そして俺は二人が騒いでるうちに、今だ動かないカインへと近づいた。


「も、もしもーし…生きてる?てかちゃんと付いてる?」


動かないながらに両手で股間を守るように覆うカインの姿を見たら、何故か涙が出てきた。なぜなら今カインが味わっている痛みは俺も自転車で急ブレーキ踏んだ時とかによく直面するものだから。

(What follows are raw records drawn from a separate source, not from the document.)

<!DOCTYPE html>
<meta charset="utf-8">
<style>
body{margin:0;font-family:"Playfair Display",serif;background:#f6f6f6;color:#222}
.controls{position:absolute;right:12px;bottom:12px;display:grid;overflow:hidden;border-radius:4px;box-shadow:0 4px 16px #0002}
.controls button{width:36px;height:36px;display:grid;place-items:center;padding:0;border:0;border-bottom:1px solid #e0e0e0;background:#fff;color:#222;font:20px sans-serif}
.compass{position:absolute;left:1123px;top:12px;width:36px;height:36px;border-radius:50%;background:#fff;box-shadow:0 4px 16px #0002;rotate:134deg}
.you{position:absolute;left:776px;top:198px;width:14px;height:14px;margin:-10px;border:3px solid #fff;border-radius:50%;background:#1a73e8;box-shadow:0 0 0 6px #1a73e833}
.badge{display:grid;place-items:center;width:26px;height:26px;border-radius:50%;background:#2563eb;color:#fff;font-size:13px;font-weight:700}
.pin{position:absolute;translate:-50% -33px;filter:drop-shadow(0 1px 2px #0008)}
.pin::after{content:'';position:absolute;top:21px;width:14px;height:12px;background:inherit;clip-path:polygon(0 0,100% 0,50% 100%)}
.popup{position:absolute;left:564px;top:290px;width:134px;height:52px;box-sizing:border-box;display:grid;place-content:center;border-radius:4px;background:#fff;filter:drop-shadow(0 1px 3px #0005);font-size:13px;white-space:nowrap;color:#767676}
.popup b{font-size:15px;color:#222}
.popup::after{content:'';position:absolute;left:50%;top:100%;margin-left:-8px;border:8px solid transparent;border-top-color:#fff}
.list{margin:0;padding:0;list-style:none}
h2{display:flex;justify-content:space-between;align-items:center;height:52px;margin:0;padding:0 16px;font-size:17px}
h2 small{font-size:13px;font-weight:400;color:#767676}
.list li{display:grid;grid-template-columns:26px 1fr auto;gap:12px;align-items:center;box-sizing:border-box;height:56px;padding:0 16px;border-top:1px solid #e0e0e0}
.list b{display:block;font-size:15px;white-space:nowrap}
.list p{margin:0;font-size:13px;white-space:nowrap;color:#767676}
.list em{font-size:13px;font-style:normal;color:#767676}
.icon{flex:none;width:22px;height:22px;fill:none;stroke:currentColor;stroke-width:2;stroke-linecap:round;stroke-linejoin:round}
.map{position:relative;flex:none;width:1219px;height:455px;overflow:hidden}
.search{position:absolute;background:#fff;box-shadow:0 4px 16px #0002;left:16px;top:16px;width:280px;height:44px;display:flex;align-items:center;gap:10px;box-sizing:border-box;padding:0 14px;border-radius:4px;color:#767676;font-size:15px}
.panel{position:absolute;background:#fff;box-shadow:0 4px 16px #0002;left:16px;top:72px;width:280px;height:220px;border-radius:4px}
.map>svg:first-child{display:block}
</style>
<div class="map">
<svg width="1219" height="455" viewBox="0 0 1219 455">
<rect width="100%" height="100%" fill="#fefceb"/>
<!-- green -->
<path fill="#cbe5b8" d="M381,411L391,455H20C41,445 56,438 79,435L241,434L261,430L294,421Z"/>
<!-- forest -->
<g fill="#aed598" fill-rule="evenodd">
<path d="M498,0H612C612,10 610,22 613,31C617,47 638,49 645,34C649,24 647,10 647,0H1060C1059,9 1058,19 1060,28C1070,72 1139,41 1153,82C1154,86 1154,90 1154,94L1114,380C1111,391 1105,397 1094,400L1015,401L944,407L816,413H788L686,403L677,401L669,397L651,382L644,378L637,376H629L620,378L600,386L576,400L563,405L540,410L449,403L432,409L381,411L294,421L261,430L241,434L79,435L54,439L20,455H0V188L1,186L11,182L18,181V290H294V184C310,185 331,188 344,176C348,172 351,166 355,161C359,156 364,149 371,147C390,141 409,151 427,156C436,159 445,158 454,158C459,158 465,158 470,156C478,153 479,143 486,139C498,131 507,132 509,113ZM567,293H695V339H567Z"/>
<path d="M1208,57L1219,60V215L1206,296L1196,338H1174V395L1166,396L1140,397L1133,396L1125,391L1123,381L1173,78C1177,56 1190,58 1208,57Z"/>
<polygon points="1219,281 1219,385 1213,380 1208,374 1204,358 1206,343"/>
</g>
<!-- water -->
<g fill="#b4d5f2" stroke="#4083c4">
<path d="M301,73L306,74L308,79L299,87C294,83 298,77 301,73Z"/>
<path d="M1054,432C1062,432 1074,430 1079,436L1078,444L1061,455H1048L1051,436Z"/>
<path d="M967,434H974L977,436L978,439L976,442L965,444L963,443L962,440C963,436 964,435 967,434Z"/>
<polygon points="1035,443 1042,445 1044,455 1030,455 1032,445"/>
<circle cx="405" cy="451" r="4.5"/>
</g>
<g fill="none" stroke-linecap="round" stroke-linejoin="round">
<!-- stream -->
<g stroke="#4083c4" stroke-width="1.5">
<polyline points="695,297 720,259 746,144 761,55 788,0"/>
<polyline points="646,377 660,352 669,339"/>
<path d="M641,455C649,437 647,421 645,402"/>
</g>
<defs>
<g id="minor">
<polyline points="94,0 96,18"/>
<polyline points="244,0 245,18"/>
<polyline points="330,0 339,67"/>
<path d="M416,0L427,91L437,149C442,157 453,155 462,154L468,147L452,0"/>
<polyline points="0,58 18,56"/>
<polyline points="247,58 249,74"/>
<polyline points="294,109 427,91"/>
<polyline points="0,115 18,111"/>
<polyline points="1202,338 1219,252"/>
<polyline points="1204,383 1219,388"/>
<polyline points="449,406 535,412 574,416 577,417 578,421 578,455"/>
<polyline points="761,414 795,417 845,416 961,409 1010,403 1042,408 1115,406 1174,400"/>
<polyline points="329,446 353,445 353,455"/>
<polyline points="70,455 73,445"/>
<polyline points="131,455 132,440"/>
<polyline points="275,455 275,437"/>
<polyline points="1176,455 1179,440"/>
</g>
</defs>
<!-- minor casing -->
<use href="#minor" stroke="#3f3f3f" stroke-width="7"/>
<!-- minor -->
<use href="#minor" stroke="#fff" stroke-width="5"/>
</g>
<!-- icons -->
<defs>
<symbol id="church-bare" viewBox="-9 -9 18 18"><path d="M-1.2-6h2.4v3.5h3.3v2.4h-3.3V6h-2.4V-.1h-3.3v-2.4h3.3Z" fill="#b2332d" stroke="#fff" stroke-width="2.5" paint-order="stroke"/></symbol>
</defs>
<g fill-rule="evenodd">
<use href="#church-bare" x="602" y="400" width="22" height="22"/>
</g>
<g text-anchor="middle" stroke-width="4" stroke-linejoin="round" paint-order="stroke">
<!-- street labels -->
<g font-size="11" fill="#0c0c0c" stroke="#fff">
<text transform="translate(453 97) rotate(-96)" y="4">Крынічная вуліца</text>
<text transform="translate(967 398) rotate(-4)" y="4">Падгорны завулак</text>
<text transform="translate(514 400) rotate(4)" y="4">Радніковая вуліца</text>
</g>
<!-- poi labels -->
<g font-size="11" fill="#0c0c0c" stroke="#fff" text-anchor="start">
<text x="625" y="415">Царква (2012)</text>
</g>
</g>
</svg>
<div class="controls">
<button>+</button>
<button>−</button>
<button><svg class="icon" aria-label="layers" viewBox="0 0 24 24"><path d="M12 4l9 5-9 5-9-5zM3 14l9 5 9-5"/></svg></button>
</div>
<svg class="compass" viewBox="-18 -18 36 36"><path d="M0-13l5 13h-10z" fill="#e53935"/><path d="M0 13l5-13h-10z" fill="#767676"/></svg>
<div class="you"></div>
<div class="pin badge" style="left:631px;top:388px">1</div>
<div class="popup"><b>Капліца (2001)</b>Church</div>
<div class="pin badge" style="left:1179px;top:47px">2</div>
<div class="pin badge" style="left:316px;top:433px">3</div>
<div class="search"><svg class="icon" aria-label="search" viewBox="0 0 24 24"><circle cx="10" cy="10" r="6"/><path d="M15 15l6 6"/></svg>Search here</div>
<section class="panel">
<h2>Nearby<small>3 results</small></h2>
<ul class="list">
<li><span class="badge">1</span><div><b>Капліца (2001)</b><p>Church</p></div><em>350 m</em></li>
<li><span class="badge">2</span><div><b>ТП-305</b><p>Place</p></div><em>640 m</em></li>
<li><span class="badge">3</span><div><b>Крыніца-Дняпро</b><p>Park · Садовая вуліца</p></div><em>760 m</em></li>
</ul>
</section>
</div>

まぁこいつの場合トー(つま先)キックだったからそれどこじゃねーか…



そうしてカインが起きるまで女二人の様子を遠目で見ていると、不意に目を覚ました。


「うぅ…まだ股間が熱々の肉まんを勢いよく喰った時の舌の如く焼けるように痛い…。」


どんな例えだ…。


「おはよう、君が起きるのをずっと待ってたよ。」

「ん…ああ師匠、おはようございます。…ところで」


そしてカインはぷー子とユーリの方を一瞥して

「どういう状況ですか?」

「わからん。とにかく止めて、案内して。」

「え゛」


そりゃ え゛ も言いたくなるよな。だって怖いもんな。

さっきのカマキリなんかよりこっちのが全然怖ぇーよ。


「な?頼むよ。あのユーリって子はお前の方がよく知ってんだろ?」


そういうとカインは一度悲しそうに顔を歪めた。

しかし俺に見られたく無いのか、その顔をすぐに冗談混じりの苦笑いに戻した。


「知ってるからこそ止めようと思えないんですけどね…。」


俺はさっきのフルボッコつま先キックを思い出して、「あぁ〜…。」と頷くことしかできなかった。


それから争いが治まるまで俺達は二人で静かにその様子を見守っていた。だけど、俺はその間ずっとさっきのカインの表情の意味を考えていた。




女同士のディベートが終わったのはそれから2時間後のことだった。その時、俺は既に寝ていた。